Selfish

Me, I’m selfish. I woke up this morning in a nervous state as I do most mornings. I hear the sound of my precious little one sleeping next to me. It brings me joy. My mind immediately starts turning. From Our creator to my children, husband to finances to health. Uggghhhhh

I worry about me me me. I don’t want to grow old alone. It has so been on my mind for months now. My Allie said once, “Momma aren’t we enough? Can’t we make you happy?” I worry about my education and finances in the future, it could potentially be bad. I worry about my health, will I see my children grow into adulthood. I worry but I know when the sun comes out here in about an hour these worries will fade until tomorrow morning at about 3am. They are my constant companion. Lol

I was thinking how selfish I’ve been. What a lazy parent I’ve been. My children don’t ask much of me. They want attention that is all. Time that is it, our most valuable possession. They want me to put my phone down and listen, play, and talk.

I was thinking about things I’ve missed while I have been thinking of myself. Mainly it’s in their maturity level. How they have grown as people. How they think. Little one won’t be a little girl for much longer. Will she still tell me I’m the best momma in the world in the coming years? Oh I hope so. But She won’t pick a weed like it’s a rose and bring it to me cuz it is special. She won’t spend hours drawing me a picture because she wants me to smile before too long. Shes my little protector, will that change? She makes sure I know she loves me many times a day. She tells me “you never know if you’ll get another chance to say it.” What ten year old knows that? Everyone that has died in her family has died suddenly with no goodbyes.:( This extraordinary little girl has a big future and has in such a short time had so many accomplishments in spite of desperately missing her father. To say I am proud would not even be a big enough word.

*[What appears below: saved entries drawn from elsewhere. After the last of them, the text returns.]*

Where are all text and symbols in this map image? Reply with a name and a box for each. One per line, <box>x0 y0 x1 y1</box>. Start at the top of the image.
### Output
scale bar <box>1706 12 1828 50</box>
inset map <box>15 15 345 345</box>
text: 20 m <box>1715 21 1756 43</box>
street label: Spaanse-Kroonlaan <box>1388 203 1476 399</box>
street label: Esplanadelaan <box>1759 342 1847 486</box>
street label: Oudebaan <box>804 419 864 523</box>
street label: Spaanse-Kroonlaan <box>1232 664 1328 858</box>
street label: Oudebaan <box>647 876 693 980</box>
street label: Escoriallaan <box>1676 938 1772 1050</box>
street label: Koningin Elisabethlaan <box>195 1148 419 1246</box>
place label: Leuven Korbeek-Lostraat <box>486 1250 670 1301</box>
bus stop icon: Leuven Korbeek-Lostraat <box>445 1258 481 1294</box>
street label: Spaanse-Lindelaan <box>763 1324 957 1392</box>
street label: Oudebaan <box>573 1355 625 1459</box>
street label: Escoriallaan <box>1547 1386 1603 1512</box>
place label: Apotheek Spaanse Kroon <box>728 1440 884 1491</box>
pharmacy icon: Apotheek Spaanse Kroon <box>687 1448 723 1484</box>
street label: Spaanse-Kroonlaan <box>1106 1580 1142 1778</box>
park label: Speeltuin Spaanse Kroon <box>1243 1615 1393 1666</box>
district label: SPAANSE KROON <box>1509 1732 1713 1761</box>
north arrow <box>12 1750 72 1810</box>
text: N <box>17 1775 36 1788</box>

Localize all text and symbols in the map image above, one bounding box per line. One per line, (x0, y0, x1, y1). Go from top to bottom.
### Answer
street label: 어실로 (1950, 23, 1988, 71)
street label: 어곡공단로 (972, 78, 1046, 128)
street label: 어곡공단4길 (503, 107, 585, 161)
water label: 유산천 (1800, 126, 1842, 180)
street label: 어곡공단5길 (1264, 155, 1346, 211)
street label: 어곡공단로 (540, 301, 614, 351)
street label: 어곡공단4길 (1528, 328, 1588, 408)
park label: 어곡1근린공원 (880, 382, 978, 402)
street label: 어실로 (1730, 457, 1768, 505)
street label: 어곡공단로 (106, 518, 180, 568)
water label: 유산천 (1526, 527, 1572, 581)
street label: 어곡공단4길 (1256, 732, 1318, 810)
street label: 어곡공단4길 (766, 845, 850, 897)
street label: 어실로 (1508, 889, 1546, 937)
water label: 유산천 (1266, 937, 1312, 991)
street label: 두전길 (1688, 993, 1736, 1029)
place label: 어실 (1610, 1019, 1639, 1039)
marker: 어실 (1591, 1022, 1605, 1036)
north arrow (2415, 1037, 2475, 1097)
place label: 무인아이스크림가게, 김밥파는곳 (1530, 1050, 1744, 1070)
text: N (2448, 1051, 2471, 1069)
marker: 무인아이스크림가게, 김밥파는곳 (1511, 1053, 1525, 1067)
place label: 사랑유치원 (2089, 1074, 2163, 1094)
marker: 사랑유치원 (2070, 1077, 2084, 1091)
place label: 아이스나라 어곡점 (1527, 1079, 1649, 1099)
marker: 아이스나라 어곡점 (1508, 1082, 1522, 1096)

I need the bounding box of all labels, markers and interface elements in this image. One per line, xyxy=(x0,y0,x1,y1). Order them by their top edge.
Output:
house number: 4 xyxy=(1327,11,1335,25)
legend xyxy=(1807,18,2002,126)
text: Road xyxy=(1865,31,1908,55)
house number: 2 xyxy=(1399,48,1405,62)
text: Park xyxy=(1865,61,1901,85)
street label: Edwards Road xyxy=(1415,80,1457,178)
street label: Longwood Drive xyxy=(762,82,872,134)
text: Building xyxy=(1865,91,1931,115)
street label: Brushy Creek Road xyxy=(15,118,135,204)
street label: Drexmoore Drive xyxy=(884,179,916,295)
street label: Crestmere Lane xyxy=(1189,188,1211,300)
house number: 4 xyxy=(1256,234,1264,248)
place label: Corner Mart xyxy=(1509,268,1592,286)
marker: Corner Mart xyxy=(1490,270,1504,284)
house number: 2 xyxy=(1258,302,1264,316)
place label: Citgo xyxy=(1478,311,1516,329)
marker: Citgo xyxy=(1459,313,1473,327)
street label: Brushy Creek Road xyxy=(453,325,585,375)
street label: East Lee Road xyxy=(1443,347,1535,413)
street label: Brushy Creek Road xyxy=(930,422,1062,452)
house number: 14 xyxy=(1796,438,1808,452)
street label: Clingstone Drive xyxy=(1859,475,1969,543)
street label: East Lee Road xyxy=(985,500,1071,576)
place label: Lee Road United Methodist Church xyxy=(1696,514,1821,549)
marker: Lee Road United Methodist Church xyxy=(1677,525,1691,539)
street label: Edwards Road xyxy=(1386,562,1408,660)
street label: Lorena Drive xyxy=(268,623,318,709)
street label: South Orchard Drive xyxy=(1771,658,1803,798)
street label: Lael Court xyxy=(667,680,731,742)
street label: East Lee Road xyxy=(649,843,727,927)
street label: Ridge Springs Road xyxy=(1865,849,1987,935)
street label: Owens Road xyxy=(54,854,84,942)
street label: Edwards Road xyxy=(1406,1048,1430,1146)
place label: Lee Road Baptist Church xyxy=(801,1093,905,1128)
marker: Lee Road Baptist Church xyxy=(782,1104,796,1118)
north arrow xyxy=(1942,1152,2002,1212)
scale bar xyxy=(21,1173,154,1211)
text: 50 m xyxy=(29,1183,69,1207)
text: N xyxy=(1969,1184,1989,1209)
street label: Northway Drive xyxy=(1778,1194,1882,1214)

Samantha will be an adult with her own life starting soon. She won’t laugh uncontrollably as much and she won’t dance around full of energy as much. I hope she doesn’t lose her silliness. Her ability to make her family laugh is her father made over. She has become my closest friend. I know people say don’t be your kids friend, be their parent. I’m definitely her parent but she is an amazing person and friend . She has been right here with me from the beginning. She has the attitude of her father but in many ways she is much better. When I say that I don’t know how you could even improve on such an attitude. This girl is going places in a big way.

These girls keep me going. They drive me. They are beautiful, smart, funny and loving. They are a perfect mixture of their Father and Mother’s best qualities. They are our Fathers protected ones. No one wants to be the Fatherless or the widow that is spoken of in the Bible many times. But knowing that Our creator gives special protection gives  me great strength. My girls are in great hands.

So while I’ve been so worried about my future I’m missing the most important thing and that is life. Memories. I can make an effort and put forth all I have for them. They deserve it. I choose to be their mother and that is sufficient! And YES baby, you girls are “enough” and you fill my life with joy beyond measure!! I love you girls so much!!!

Blessing my friends.

Numb

Just a few thoughts….

I am sensitive, yet numb. I find that I am numb to many things these days. Not sure if it’s the grieving or old age setting in. Lol a strange side effect to going through a tragidy is that you are desensitized to things like death, mourning and sad things.

Emotional numbness is what it is called. It is associated with PTSD. Post traumatic stress disorder is a disorder that is caused by an extremely stressful situation. Like having to perform CPR on you husband in the middle of the night. I am quite sure I have a form of this.

I have chosen not to use any prescription antidepressant or anxiety medication because Our Savior has been carrying me for a while now. But from time to time I do deal with some pretty low times. It’s hard but manageable.

That’s all for now. I am working on a fairly long post so look for it in the future. Blessings friends!